LLM application-side mitigations. Invoking a search tool substantially reduces hallucination rates. Building on this observation, developers of LLM-based applications can enforce a workflow in which a search tool invocation precedes any fetch operation. Concretely, we suggest augmenting the planner component (e.g., in an AI coding assistant) with few-shot examples that demonstrate correct planning patterns for retrieving resources, such as repositories, in response to user prompts (e.g., “clone a repo” or “generate a shell command to clone a repository”). These examples can bias the planner toward incorporating an explicit search step before attempting retrieval. In addition, proactive mitigations can be implemented to detect and regulate resource-fetching behavior. This can be achieved by (1) analyzing user requests for keywords indicative of retrieval intent (e.g., clone, install, fetch), and (2) inspecting the planner’s generated execution plan for explicit fetch tool invocations, and (3) modifying the implementation of the fetch tool within the agentic framework to enforce a preceding search step before any retrieval is executed. In addition, incorporating mitigations against prompt injections to agentic applications could further secure them in case a squatting attack succeeds.
Platform-side mitigations. Platform\marketplace providers can mitigate hallusquatting by enforcing stricter registration constraints. One approach is to ensure global name uniqueness. This can be achieved by eliminating namespaces (e.g., owner identifiers on platforms such as GitHub), thereby requiring repository names to be globally unique, which would prevent attackers from registering well-known repository names under different owners. Alternatively, platforms can preserve namespaces while still enforcing uniqueness by prohibiting the reuse of existing repository names across different owners. Another complementary approach is to address predicted hallucinated resources using a strategy similar to defenses against typosquatting—namely, preemptive registration of likely hallucinations. This requires identifying potential hallucinated resource names in advance and proactively registering available squatting candidates to redirect to the original resource to prevent their malicious use. Additionally, platforms should incorporate mitigations to identify adversarial prompts in registered content.

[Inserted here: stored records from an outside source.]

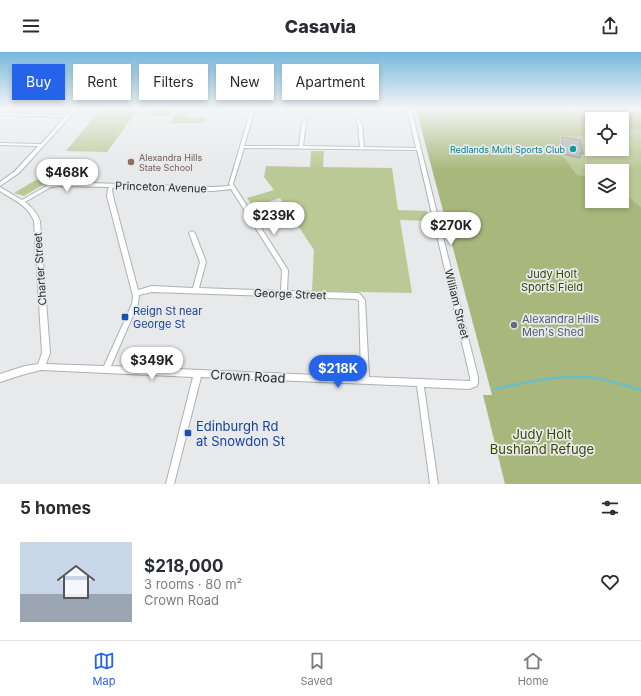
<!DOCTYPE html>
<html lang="en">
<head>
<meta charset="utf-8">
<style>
	body { margin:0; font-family:Inter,sans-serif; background:#f2f2f3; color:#2b2b33; height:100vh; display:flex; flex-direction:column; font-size:15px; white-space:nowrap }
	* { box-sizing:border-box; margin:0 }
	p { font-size:13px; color:#7c7c81 }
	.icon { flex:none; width:22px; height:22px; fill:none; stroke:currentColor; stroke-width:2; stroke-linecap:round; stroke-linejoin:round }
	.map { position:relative; height:432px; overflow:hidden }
	.side { display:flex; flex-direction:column; background:#fff; flex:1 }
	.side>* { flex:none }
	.guide { position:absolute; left:12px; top:12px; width:400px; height:36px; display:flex; gap:8px }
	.tools { position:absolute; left:585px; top:60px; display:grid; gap:8px }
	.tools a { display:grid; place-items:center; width:44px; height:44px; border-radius:0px; background:#fff; box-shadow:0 2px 6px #0003; font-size:20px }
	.price { position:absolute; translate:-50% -34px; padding:0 9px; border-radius:14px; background:#fff; color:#222; font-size:13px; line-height:26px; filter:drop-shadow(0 1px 2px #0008) }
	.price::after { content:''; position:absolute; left:50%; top:24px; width:12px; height:9px; margin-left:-6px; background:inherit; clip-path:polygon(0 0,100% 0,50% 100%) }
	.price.selected { background:#2563eb; color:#fff }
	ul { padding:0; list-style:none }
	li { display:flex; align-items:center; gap:12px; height:100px; padding:0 20px }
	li+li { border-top:1px solid #e1e1e2 }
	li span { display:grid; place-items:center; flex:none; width:112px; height:80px; border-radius:0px; color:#555 }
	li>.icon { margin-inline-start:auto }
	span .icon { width:48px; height:48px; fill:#fffc; stroke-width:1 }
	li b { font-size:17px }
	h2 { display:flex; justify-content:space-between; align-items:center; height:48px; padding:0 20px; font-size:17px }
	.pill { padding:0 14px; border-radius:0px; background:#fff; box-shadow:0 2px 6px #0003; font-size:14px; line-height:36px }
	.pill.selected { background:#2563eb; color:#fff }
	header { display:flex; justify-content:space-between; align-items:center; height:52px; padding:0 20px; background:#fff; font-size:18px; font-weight:800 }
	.menu { display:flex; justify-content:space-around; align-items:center; height:56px; border-top:1px solid #e1e1e2; background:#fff; font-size:11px; color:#7c7c81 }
	.menu a { display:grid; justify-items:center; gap:2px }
	.menu .selected { color:#2563eb }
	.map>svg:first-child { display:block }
</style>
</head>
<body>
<header><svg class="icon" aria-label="menu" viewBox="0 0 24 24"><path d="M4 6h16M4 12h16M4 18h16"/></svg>Casavia<svg class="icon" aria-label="share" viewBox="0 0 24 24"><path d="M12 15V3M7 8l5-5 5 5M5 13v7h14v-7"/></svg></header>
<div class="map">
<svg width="641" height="432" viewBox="0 0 641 432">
	<rect width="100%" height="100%" fill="#e7e9eb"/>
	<g fill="#bbc996">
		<path d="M101,57H138L107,100L66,99Z"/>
		<path d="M153,57H174L170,64H149Z"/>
		<path d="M177,60H187L185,65L206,66L204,71H170Z"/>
		<path d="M641,77V155L622,139V119H592V124L577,123L565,106L560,104V84L577,85L592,82V97H622V78Z"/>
		<path d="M311,99H324L323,115L392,116L398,158L427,159L429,169L400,168L412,241L312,239L314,198L280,146L253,155L247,146L274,138L264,125L266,114L310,115Z"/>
		<path d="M36,128L54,129L46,131L24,144L14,141Z"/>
	</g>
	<path fill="#a8b87c" d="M416,57L641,60V77L622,78V67H592V82L577,85L560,84V103L565,106L577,123L592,124V149H622V139L641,155V432H505L483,343H492Z"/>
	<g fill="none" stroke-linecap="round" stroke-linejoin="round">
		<path stroke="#6abec7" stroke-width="2.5" d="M494,337C524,331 556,323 587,325C605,326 623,333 641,338"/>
	</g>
	<path fill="#aeadb0" stroke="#8d8c8e" d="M562,85L580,88L583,102L580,101V106L562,102Z"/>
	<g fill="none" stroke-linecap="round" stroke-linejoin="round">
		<defs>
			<g id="street">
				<path d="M72,57H77L19,121L0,134V130L15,119L38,94L0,93V91L41,92L65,65L0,63V61L68,63Z"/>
				<path d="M251,57H255L244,94H299L302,70L308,65L310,66L306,70L303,94L360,95L358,72L355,67L357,66H358L362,72L364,95L416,96L407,57H411L478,325V331L477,334L469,337L424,335L438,432H430L417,334L201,325L174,432H166L193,325L41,318L25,322L0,330V322L25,314L38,312L42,301L34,169C28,153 13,148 0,139V135L22,148L48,133L60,130L213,135L230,134L229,132ZM244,96L417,98L470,325V329L369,325L365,248L360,242L358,241L287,239L288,218L233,132ZM60,134L109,135L108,137L107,144L133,244L132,252L104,314L46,312L50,301L40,169C37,161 32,155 25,150L51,135ZM114,135L213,139L231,137L282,218L281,239L199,236L206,210L195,181L192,179L189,181L200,210L193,236L152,234L138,238L113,144L112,137ZM152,240L356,247L359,249L361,325L111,314L138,252L139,243Z"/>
			</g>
			<path id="secondary" d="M588,57H604L598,61Z"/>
		</defs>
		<use href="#street" stroke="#aeb0b2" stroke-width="2"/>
		<use href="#secondary" stroke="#aeb0b2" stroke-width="2"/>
		<use href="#street" fill="#fff" fill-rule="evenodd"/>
		<use href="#secondary" fill="#fff" fill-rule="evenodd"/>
	</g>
	<linearGradient id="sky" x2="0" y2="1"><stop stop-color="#75b8db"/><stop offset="0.48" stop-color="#f4f5f6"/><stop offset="1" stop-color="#f4f5f6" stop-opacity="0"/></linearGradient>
	<rect width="641" height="118" fill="url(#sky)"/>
	<circle fill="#0f9aa8" stroke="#e7e9eb" stroke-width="1.5" cx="573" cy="97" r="4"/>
	<circle fill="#8d6e63" stroke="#e7e9eb" stroke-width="1.5" cx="131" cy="110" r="4"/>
	<g fill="#1a4fb4" stroke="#e7e9eb" stroke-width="1.5">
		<rect x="121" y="261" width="8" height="8" rx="2"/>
		<rect x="184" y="377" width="8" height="8" rx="2"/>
	</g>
	<circle fill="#5c6f8a" stroke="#e7e9eb" stroke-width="1.5" cx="514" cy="273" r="4"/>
	<g text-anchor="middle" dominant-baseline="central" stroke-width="3.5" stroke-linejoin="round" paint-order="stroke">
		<g font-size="9" fill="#0d838f" stroke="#e7e9eb" text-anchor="end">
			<text x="565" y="97">Redlands Multi Sports Club</text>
		</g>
		<g font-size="9" fill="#785e54" stroke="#e7e9eb" text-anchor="start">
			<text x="139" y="105">Alexandra Hills<tspan x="139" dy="10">State School</tspan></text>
		</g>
		<g font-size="11" fill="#2a2b2c" stroke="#e7e9eb">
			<text transform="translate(161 135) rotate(2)">Princeton Avenue</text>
			<text transform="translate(40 217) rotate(-94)">Charter Street</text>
			<text transform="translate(290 242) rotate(2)">George Street</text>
			<text transform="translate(457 252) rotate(76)">William Street</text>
		</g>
		<g font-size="11" fill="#3b4700" stroke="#e7e9eb">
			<text x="552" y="222">Judy Holt<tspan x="552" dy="13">Sports Field</tspan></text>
		</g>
		<g font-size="11" fill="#164399" stroke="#e7e9eb" text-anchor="start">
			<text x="133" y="259">Reign St near<tspan x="133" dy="13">George St</tspan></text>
		</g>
		<g font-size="11" fill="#4e5e75" stroke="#e7e9eb" text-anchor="start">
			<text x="522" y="267">Alexandra Hills<tspan x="522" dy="13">Men's Shed</tspan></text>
		</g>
		<g font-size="13" fill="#2a2b2c" stroke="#e7e9eb">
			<text transform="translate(248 324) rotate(3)">Crown Road</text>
		</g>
		<g font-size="13" fill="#164399" stroke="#e7e9eb" text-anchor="start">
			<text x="196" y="374">Edinburgh Rd<tspan x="196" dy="15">at Snowdon St</tspan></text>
		</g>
		<g font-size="13" fill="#3b4700" stroke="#e7e9eb">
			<text x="542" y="382">Judy Holt<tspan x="542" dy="15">Bushland Refuge</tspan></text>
		</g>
	</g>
</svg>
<div class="tools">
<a><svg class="icon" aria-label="locate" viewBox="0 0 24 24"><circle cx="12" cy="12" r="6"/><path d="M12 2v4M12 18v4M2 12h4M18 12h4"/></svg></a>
<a><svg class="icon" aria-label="layers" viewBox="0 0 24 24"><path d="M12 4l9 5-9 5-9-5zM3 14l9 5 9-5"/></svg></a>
</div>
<b class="price" style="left:67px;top:141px">$468K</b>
<b class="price" style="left:274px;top:184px">$239K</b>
<b class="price" style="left:451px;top:194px">$270K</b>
<b class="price" style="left:152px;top:329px">$349K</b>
<b class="price selected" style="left:338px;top:337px">$218K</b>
<div class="guide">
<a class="pill selected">Buy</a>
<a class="pill">Rent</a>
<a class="pill">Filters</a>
<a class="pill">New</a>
<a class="pill">Apartment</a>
</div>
</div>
<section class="side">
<h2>5 homes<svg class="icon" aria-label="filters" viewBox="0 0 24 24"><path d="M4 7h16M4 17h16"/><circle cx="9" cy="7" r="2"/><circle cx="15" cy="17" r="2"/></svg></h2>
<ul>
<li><span style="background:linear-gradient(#c9d6e8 65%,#9aa5b1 0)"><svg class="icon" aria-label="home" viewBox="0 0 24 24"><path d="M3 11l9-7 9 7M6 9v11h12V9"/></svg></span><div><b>$218,000</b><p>3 rooms · 80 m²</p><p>Crown Road</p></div><svg class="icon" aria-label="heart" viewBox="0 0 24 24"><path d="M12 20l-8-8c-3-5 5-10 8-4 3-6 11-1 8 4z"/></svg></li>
</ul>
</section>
<nav class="menu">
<a class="selected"><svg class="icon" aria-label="map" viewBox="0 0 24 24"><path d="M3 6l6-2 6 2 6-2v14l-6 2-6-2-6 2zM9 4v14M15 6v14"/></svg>Map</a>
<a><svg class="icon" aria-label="saved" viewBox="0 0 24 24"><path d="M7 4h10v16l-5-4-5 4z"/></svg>Saved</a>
<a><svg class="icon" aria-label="home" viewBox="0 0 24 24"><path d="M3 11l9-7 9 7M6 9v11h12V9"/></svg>Home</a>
</nav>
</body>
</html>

Did you upload malicious skills and repositories to GitHub and ClawHub?
Due to ethical considerations, we registered a benign repository on GitHub and published a benign skill on ClawHub rather than deploying malicious payloads. We acknowledge that this approach did not exercise the malware detection mechanisms deployed by GitHub and ClawHub, which may identify and remove malicious content.
However, a recent study has shown that these scanning mechanisms can be readily bypassed using relatively simple techniques (by Trail of Bits), while another recent study has identified 824 malicious skills hosted on ClawHub (by KOI).
These findings suggest that the deployment of malicious resources on these platforms remains feasible in practice.
Takeaways
Prompt injection attacks delivered through the web are often perceived as having a relatively low likelihood of compromise (in contrast to prompt injections over emails or calendar invitations) because they require a user or application to actively retrieve the compromised resource from the Internet.
In practice, highly popular resources are difficult for attackers to compromise, whereas compromising obscure resources typically results in a low retrieval rate. HalluSquatting, the preemptive registration of resources that LLMs are likely to hallucinate when referring to popular resources, fundamentally changes this tradeoff by significantly increasing the likelihood that agentic applications will retrieve attacker-controlled content.
LLM hallucinations of resources are transferable across a wide range of foundational LLMs and universally apply to a broad range of LLM applications in production.
HalluSquatting a popular resource and including adversarial instructions to install a bot on a device amplifies the scalability of prompt injections and could be exploited to establish a botnet.